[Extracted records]
• • • • • • •

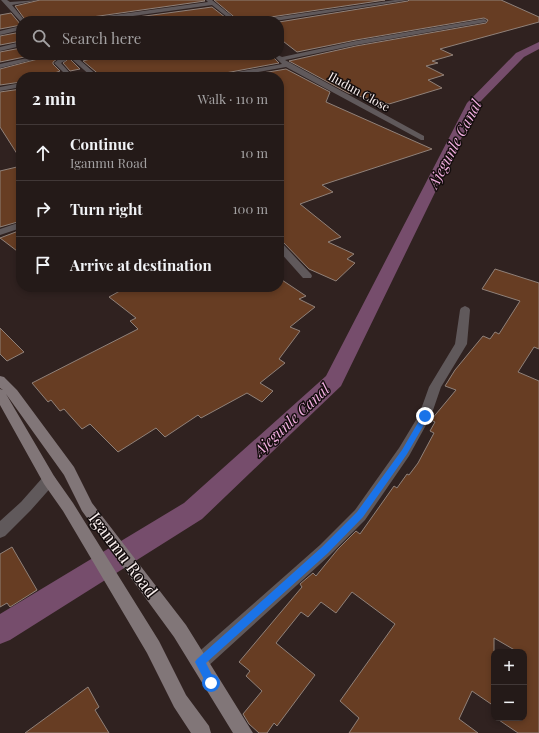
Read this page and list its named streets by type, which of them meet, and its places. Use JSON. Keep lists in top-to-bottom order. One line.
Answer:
{"streets":{"main road":["Iganmu Road"],"street":["Iludun Close"]},"water":["Ajegunle Canal"],"page":{"search":"Search here","heading":["2 min","Walk · 110 m"],"list":[["Continue","Iganmu Road","10 m"],["Turn right","100 m"],"Arrive at destination"],"map_buttons":["+","−"]}}
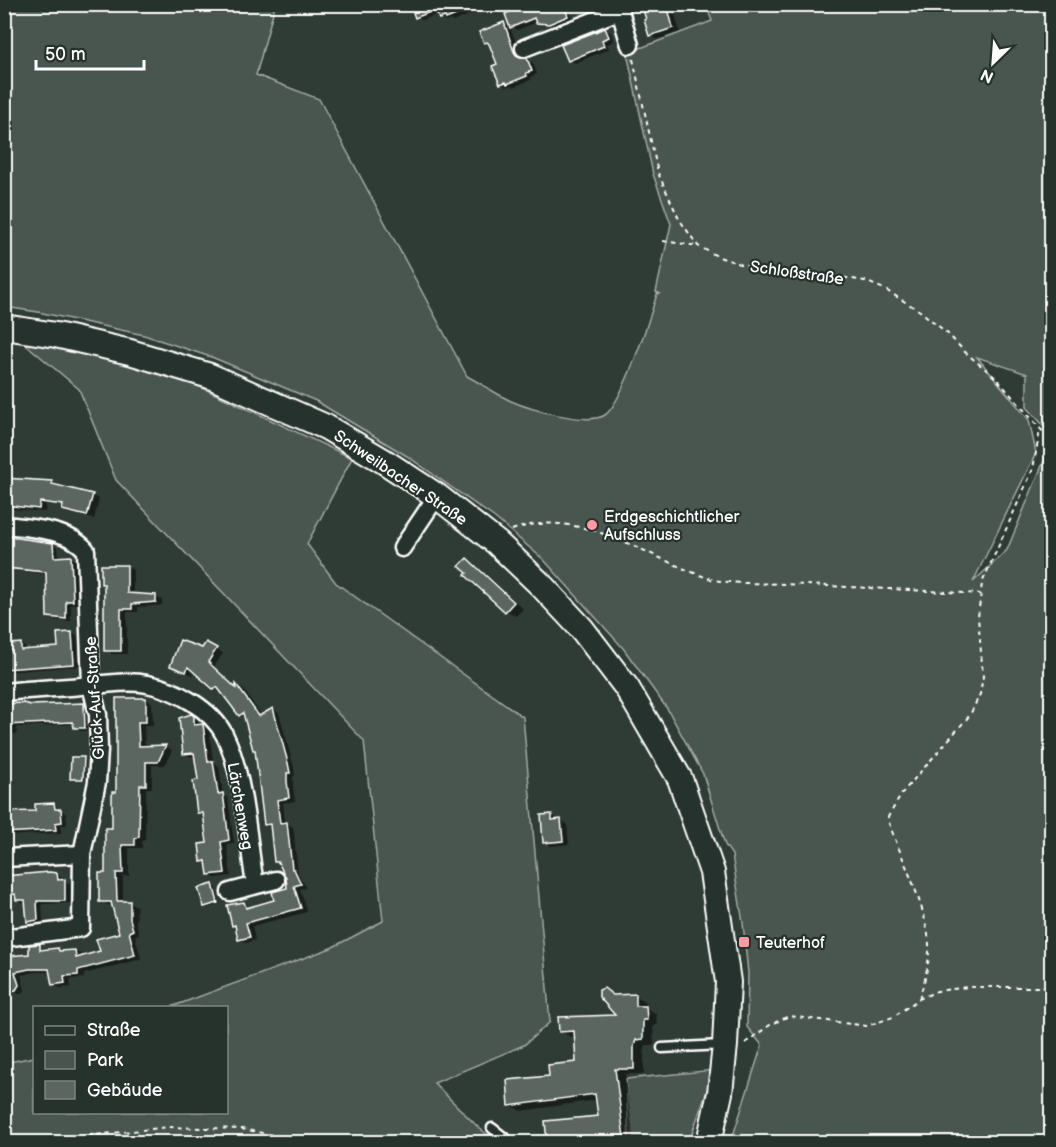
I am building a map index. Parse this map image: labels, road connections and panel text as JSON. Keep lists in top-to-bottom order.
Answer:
{
  "streets": {
    "main road": ["Schweilbacher Straße"],
    "street": ["Glück-Auf-Straße", "Lärchenweg"],
    "path": ["Schloßstraße"]
  },
  "crossings": [
    ["Glück-Auf-Straße", "Lärchenweg"]
  ],
  "places": {
    "other": ["Erdgeschichtlicher Aufschluss"],
    "transit": ["Teuterhof"]
  },
  "legend": ["Straße", "Park", "Gebäude"],
  "scale_bar": "50 m",
  "north": "bottom left"
}
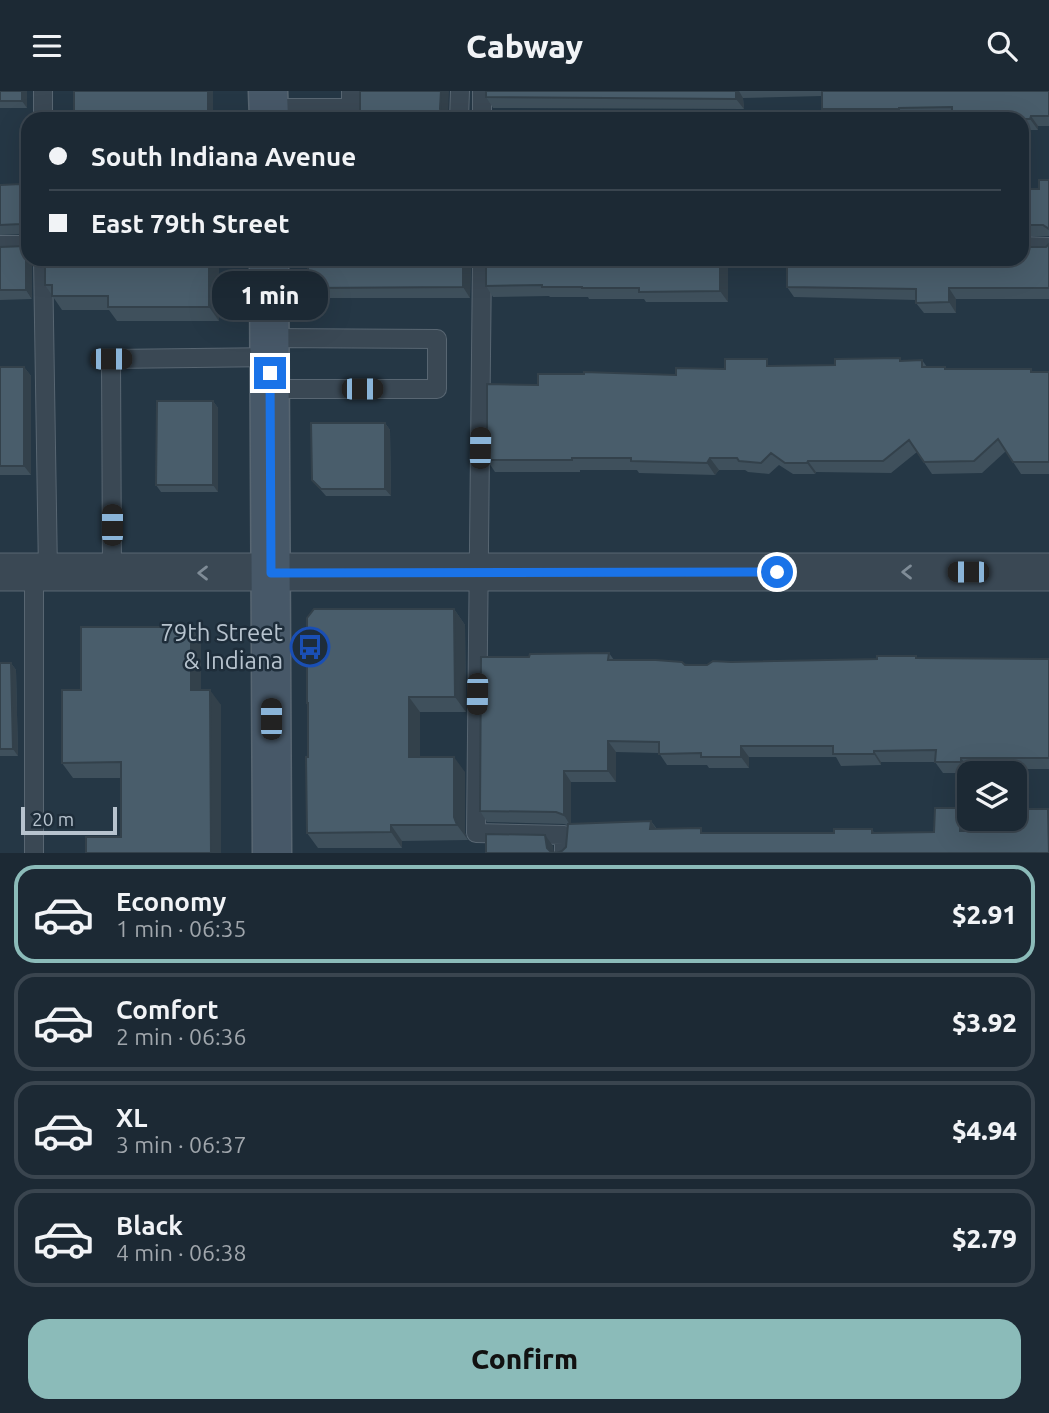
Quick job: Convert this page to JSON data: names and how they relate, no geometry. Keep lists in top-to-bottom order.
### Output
{
  "places": {
    "bus stop": ["79th Street & Indiana"]
  },
  "scale_bar": "20 m",
  "page": {
    "header": "Cabway",
    "banner": ["South Indiana Avenue", "East 79th Street"],
    "bubble": "1 min",
    "scale": "20 m",
    "list": [
      {
        "name": "Economy",
        "note": "1 min · 06:35",
        "value": "$2.91"
      },
      {
        "name": "Comfort",
        "note": "2 min · 06:36",
        "value": "$3.92"
      },
      {
        "name": "XL",
        "note": "3 min · 06:37",
        "value": "$4.94"
      },
      {
        "name": "Black",
        "note": "4 min · 06:38",
        "value": "$2.79"
      }
    ],
    "buttons": "Confirm"
  }
}
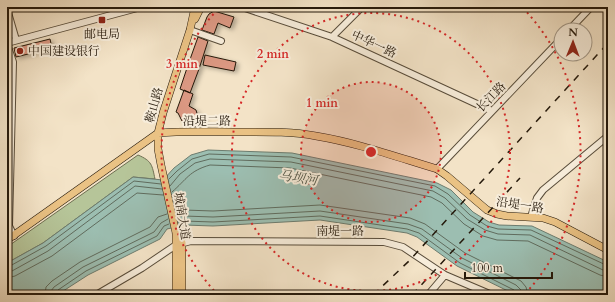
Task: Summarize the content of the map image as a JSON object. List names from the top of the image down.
{
  "streets": {
    "main road": [
      "鞍山路",
      "沿堤二路",
      "沿堤一路",
      "城南大道"
    ],
    "street": ["中华一路", "长江路", "南堤一路"]
  },
  "crossings": [
    ["中华一路", "长江路"],
    ["长江路", "沿堤二路"],
    ["长江路", "沿堤一路"],
    ["鞍山路", "沿堤二路"],
    ["鞍山路", "城南大道"],
    ["沿堤二路", "沿堤一路"],
    ["城南大道", "南堤一路"]
  ],
  "water": ["马坝河"],
  "places": {
    "transit": ["邮电局"],
    "other": ["中国建设银行"]
  },
  "scale_bar": "100 m",
  "north": "top",
  "rings": ["2 min", "3 min", "1 min"]
}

• • • • • • •

Look through the entries above and report each line where the string "Keep" occurs.

Read this page and list its named streets by type, which of them meet, and its places. Use JSON. Keep lists in top-to-bottom order. One line.
I am building a map index. Parse this map image: labels, road connections and panel text as JSON. Keep lists in top-to-bottom order.
Quick job: Convert this page to JSON data: names and how they relate, no geometry. Keep lists in top-to-bottom order.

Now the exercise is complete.